I am trying to read a large ESRI File geodatabase. I know that geopandas can read the particular layer I'm interested in because it successfully loads the other layers in the File Geodatabase with no issues.
However this layer is a large polygon layer containing all building footprints for a major European country. The .read_file method takes extremely long to execute.
How can I reduce the amount of time it takes to read this dataset so that I can perform further analysis on it?
If the issue is performance, you can try using pyogrio - https://github.com/brendan-ward/pyogrio/ Otherwise I am not sure if there's much we can do now. Pyorgio might become a default option in geopandas in future, but not now.
I ended up using the bbox optional argument in geopandas.read_file which improved things quite a bit. But thanks, its good to know ....
@awa5114 using geopandas, you could also try to read only a subset of the data at a time, if that is possible for your use case.

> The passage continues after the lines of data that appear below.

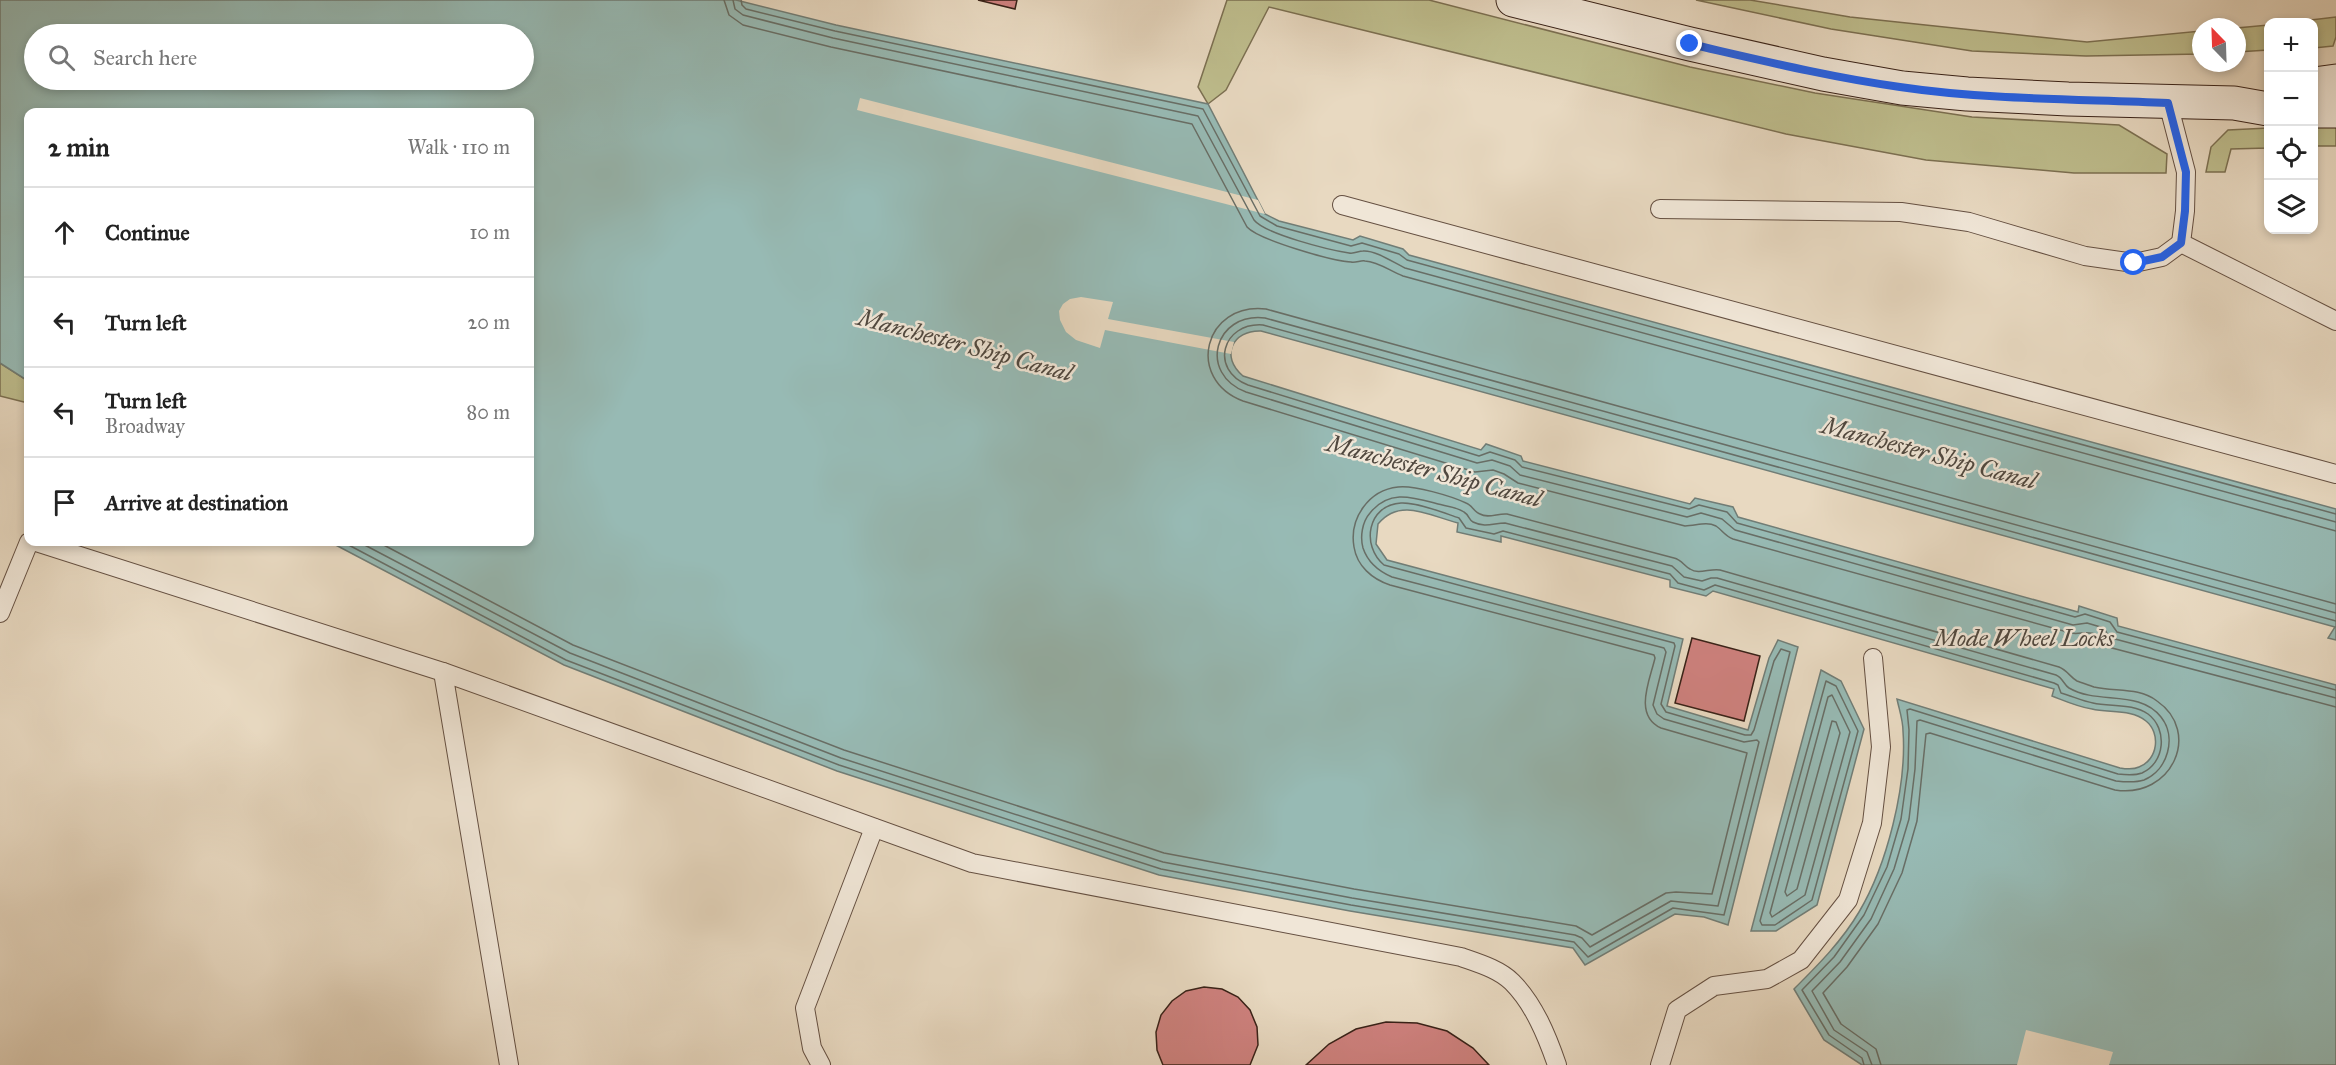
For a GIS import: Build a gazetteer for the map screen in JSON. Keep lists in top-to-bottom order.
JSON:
{
  "water": ["Manchester Ship Canal", "Mode Wheel Locks"],
  "north": "top left",
  "page": {
    "map_buttons": ["+", "−"],
    "search": "Search here",
    "heading": ["2 min", "Walk · 110 m"],
    "list": [
      ["Continue", "10 m"],
      ["Turn left", "20 m"],
      ["Turn left", "Broadway", "80 m"],
      "Arrive at destination"
    ]
  }
}
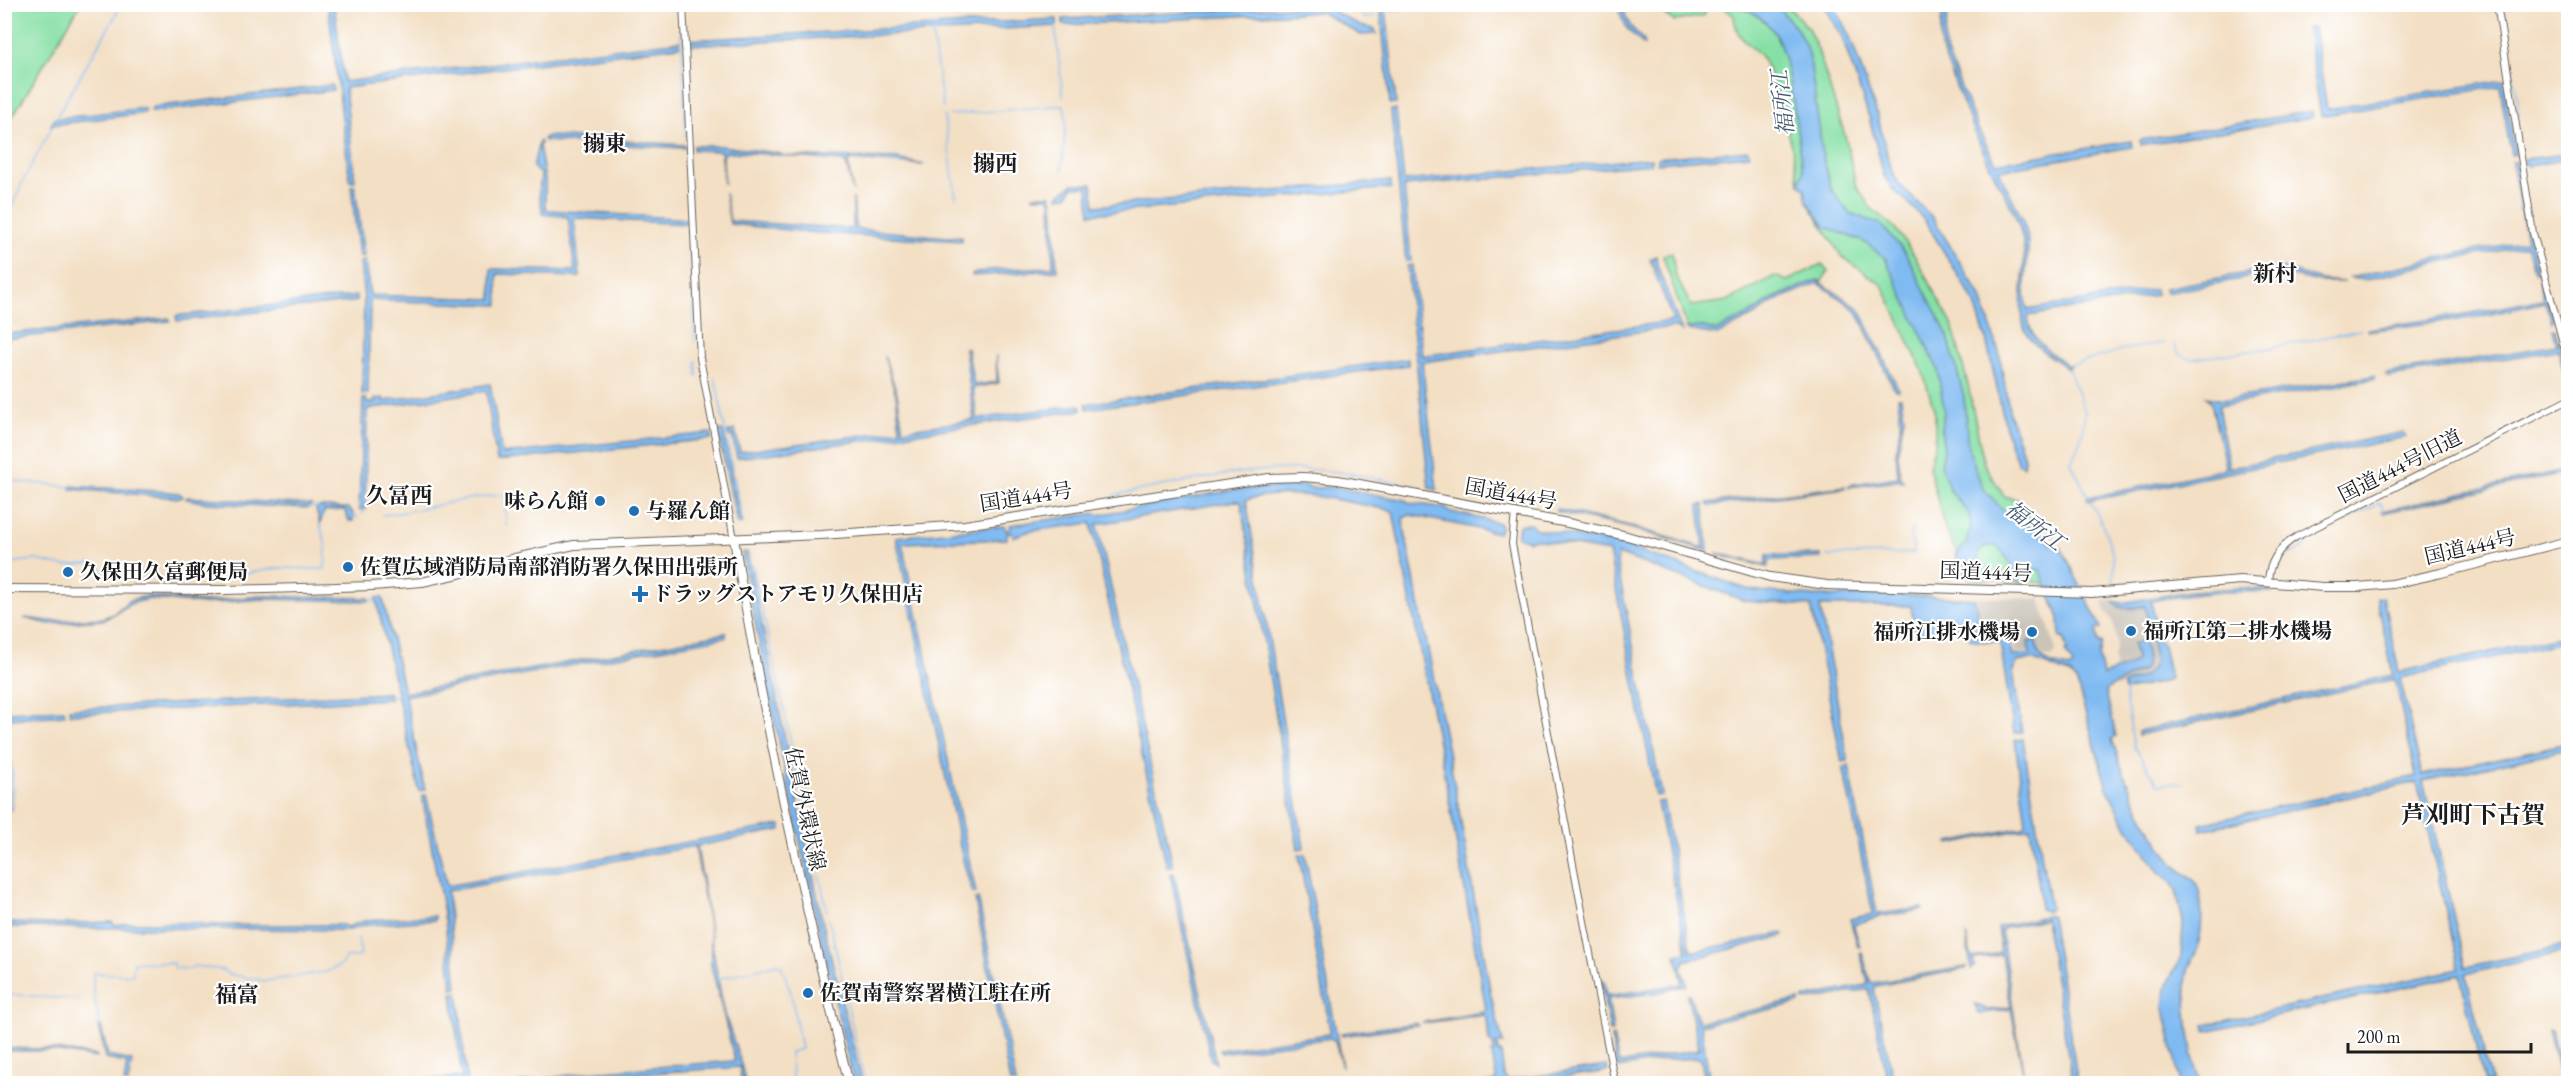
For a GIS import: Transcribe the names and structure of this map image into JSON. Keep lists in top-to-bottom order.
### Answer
{
  "streets": {
    "highway": ["国道444号"],
    "main road": ["佐賀外環状線"],
    "street": ["国道444号旧道"]
  },
  "crossings": [
    ["国道444号旧道", "国道444号"],
    ["国道444号", "佐賀外環状線"]
  ],
  "districts": [
    "搦東",
    "搦西",
    "新村",
    "久冨西",
    "芦刈町下古賀",
    "福富"
  ],
  "water": ["福所江"],
  "places": {
    "other": [
      "味らん館",
      "与羅ん館",
      "佐賀広域消防局南部消防署久保田出張所",
      "久保田久富郵便局",
      "福所江第二排水機場",
      "福所江排水機場",
      "佐賀南警察署横江駐在所"
    ],
    "health": ["ドラッグストアモリ久保田店"]
  },
  "scale_bar": "200 m"
}
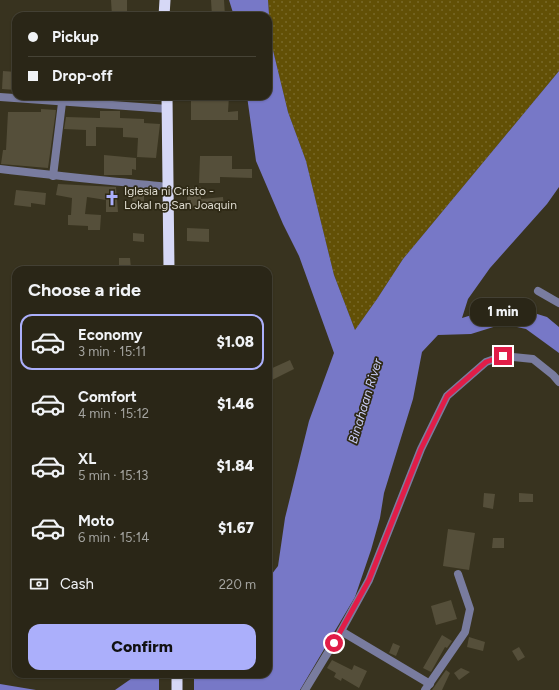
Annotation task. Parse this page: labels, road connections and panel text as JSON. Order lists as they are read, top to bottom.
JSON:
{
  "water": ["Binahaan River"],
  "places": {
    "church": ["Iglesia ni Cristo - Lokal ng San Joaquin"]
  },
  "page": {
    "banner": ["Pickup", "Drop-off"],
    "heading": "Choose a ride",
    "bubble": "1 min",
    "list": [
      {
        "name": "Economy",
        "note": "3 min · 15:11",
        "value": "$1.08"
      },
      {
        "name": "Comfort",
        "note": "4 min · 15:12",
        "value": "$1.46"
      },
      {
        "name": "XL",
        "note": "5 min · 15:13",
        "value": "$1.84"
      },
      {
        "name": "Moto",
        "note": "6 min · 15:14",
        "value": "$1.67"
      }
    ],
    "pay": ["Cash", "220 m"],
    "buttons": "Confirm"
  }
}
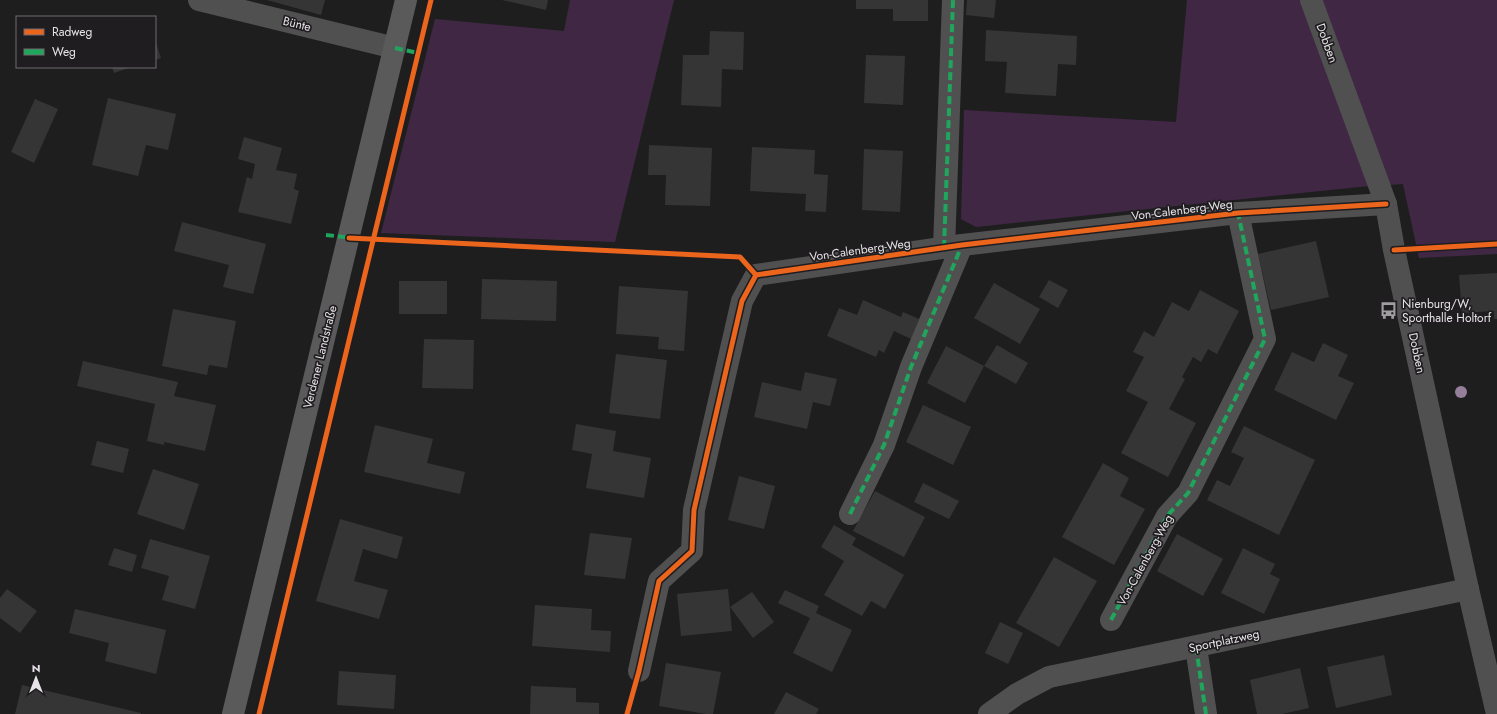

See the docs here about the multiple options for this: https://geopandas.readthedocs.io/en/latest/docs/user_guide/io.html#reading-subsets-of-the-data
Yeah, so you already discovered that option! ;)
(closing this issue then)
@jorisvandenbossche sorry, but reading using the bbox option is not foolproof and causes all sorts of geometry problems. I solved one issue (self-intersecting polygons) by applying a zero buffer, but now I'm getting a new issue:
IllegalArgumentException: Points of LinearRing do not form a closed linestring
Traceback (most recent call last):
File "clip_datasets.py", line 32, in <module>
gdf = geopandas.read_file(dataset_path, layer=layer, bbox=box(*buffered_trace.total_bounds))
File "lib\site-packages\shapely\geometry\geo.py", line 59, in box
return Polygon(coords)
File "lib\site-packages\shapely\geometry\polygon.py", line 243, in __init__
ret = geos_polygon_from_py(shell, holes)
File "lib\site-packages\shapely\geometry\polygon.py", line 509, in geos_polygon_from_py
ret = geos_linearring_from_py(shell)
File "shapely\speedups\_speedups.pyx", line 408, in shapely.speedups._speedups.geos_linearring_from_py
ValueError: GEOSGeom_createLinearRing_r returned a NULL pointer
Why does this occur? How can I fix or circumvent it?